Les douleurs tendineuses de l’épaule sont très fréquentes dans la population. Elles surviennent le plus souvent chez l’adulte à partir de 50 ans. Des formes plus précoces sont parfois observées dans les formes calcifiantes (femme de 40 ans), ou chez des patients exposés à un surmenage articulaire : il s’agit souvent de sportifs ou de personnes réalisant des mouvements répétitifs au-dessus du plan de l’épaule. Ces douleurs sont alors liées à une tendinopathie de la coiffe des rotateurs. Le muscle qui est le premier et le plus souvent atteint est le supraépineux. Son atteinte se manifeste par une douleur de l’épaule survenant entre 60 et 120° d’élévation, sur une épaule par ailleurs parfaitement souple. La mise en évidence de cet arc douloureux témoigne d’un conflit clinique entre le tendon de la coiffe des rotateurs et l’acromion : c’est le conflit sous-acromial ouImpingement Syndrome. Le patient a souvent appris de lui-même à éviter l’accrochage du tendon sur l’acromion ou le ligament acromio-coracoïdien en « abaissant » activement son humérus dès les premiers degrés de flexion ou le plus souvent encore en portant celui-ci en rotation externe (manoeuvre d’évitement). Le diagnostic sera appuyé par la disparition de ces douleurs lors de l’infiltration de procaïne dans la bourse sous-acromiale. Le patient ne présente par ailleurs aucun des signes de rupture que nous reverrons. Il s’agit alors du premier stade de la tendinopathie, dite tendinopathie non rompue.

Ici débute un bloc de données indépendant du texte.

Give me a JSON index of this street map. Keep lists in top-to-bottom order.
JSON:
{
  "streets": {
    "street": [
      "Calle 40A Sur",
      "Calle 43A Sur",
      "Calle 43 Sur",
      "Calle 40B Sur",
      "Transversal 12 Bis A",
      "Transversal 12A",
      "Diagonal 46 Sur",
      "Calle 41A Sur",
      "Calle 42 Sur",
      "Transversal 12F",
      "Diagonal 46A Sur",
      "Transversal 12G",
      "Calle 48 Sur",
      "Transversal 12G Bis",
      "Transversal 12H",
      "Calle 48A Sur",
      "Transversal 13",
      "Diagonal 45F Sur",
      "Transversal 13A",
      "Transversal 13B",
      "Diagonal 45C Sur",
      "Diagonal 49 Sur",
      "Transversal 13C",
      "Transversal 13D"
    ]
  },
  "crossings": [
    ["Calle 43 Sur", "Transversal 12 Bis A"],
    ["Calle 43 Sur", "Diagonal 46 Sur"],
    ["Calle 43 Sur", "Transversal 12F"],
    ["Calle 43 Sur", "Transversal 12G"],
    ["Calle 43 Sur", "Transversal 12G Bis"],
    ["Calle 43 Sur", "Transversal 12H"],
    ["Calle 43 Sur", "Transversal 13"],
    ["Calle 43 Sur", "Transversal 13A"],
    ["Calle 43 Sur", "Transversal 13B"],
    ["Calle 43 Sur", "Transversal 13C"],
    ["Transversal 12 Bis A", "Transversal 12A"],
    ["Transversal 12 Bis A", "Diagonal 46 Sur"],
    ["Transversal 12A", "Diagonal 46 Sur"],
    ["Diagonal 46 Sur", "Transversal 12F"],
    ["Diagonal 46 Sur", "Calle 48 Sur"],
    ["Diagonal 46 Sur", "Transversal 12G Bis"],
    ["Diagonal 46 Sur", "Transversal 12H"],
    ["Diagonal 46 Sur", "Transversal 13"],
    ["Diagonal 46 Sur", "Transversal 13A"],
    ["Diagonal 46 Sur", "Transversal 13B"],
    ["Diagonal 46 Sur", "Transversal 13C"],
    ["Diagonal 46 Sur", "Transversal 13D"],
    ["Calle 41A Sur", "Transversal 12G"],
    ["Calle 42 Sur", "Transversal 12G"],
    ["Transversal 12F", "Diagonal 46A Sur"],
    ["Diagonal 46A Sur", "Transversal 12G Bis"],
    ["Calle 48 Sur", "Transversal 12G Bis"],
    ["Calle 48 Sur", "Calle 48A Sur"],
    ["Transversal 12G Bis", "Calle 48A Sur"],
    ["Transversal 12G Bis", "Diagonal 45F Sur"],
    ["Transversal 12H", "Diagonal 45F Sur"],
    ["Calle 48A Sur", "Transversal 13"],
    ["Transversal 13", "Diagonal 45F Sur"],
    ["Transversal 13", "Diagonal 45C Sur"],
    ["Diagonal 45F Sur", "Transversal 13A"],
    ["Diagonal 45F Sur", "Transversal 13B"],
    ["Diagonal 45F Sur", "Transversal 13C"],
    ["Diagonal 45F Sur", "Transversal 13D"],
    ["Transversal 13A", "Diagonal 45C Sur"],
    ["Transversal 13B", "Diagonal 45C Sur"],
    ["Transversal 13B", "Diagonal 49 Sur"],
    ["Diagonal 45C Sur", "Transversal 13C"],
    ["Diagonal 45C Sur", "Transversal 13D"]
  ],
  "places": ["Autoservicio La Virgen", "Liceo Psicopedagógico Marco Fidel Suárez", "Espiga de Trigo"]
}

Le traitement de cette tendinopathie fera appel à un traitement médical de trois à six mois au minimum : il comprendra un traitement antalgique simple, éventuellement complété par des infiltrations sous-acromiales de dérivés cortisoniques, une mise au repos, si elle est possible, et une rééducation d’entretien des amplitudes articulaires. Après échec de ce traitement conservateur (deux infiltrations au maximum), une endoscopie pourra être discutée et le patient sera dirigé vers le chirurgien orthopédiste.
Fatigabilité et faiblesse
Fatigabilité et faiblesse musculaire: reconnaître la tendinopathie rompue.
«Si la tendinopathie évolue depuis de nombreuses années, s’accompagnant d’une fatigabilité (pour faire les carreaux) ou d’une perte de force (pour verser de l’eau avec une bouteille de 1,5 l), ou si l’examen clinique permet d’objectiver une amyotrophie des fosses supra- et/ou infraépineuses (patient examiné debout, de dos et à jour frisant), on devra suspecter une rupture tendineuse», explique le Pr Thomazeau. La perte de force musculaire sera mise en évidence par la manoeuvre de Jobe, qui teste le supraépineux : elle est réalisée en position assise sur une épaule dont la souplesse passive a été préalablement vérifiée : le test sera positif en cas de faiblesse à l’élévation contrariée du bras à 90° d’abduction et à 30° d’antépulsion et cette faiblesse a d’autant plus de signification qu’elle est peu douloureuse. Dans le cas d’une tendinopathie non rompue, le test aura été douloureux, mais n’aura pas mis en évidence de déficit de force musculaire. Avec l’habitude, le généraliste peut apprendre à tester l’infraépineux (diminution de la force en rotation externe active coude au corps et à 90° d’abduction), ou le sous-scapulaire (possibilité pour l’examinateur de décoller la main du patient lorsqu’on lui demande de la maintenir fermement plaquée sur le ventre : « Belly-Press Test »).
La prise en charge initiale d’une tendinopathie rompue diffère peu de celle d’une tendinopathie non rompue : là encore, un traitement antalgique et une rééducation devront être entrepris. Ce n’est qu’après échec de ce même traitement conservateur que l’on pourra envisager une prise en charge chirurgicale. Le recours au spécialiste peut dans cette situation être plus précoce (trois mois), surtout si le patient est âgé de moins de 60 ans ou si l’examen oriente vers une rupture du sous-scapulaire dont l’atrophie est rapide.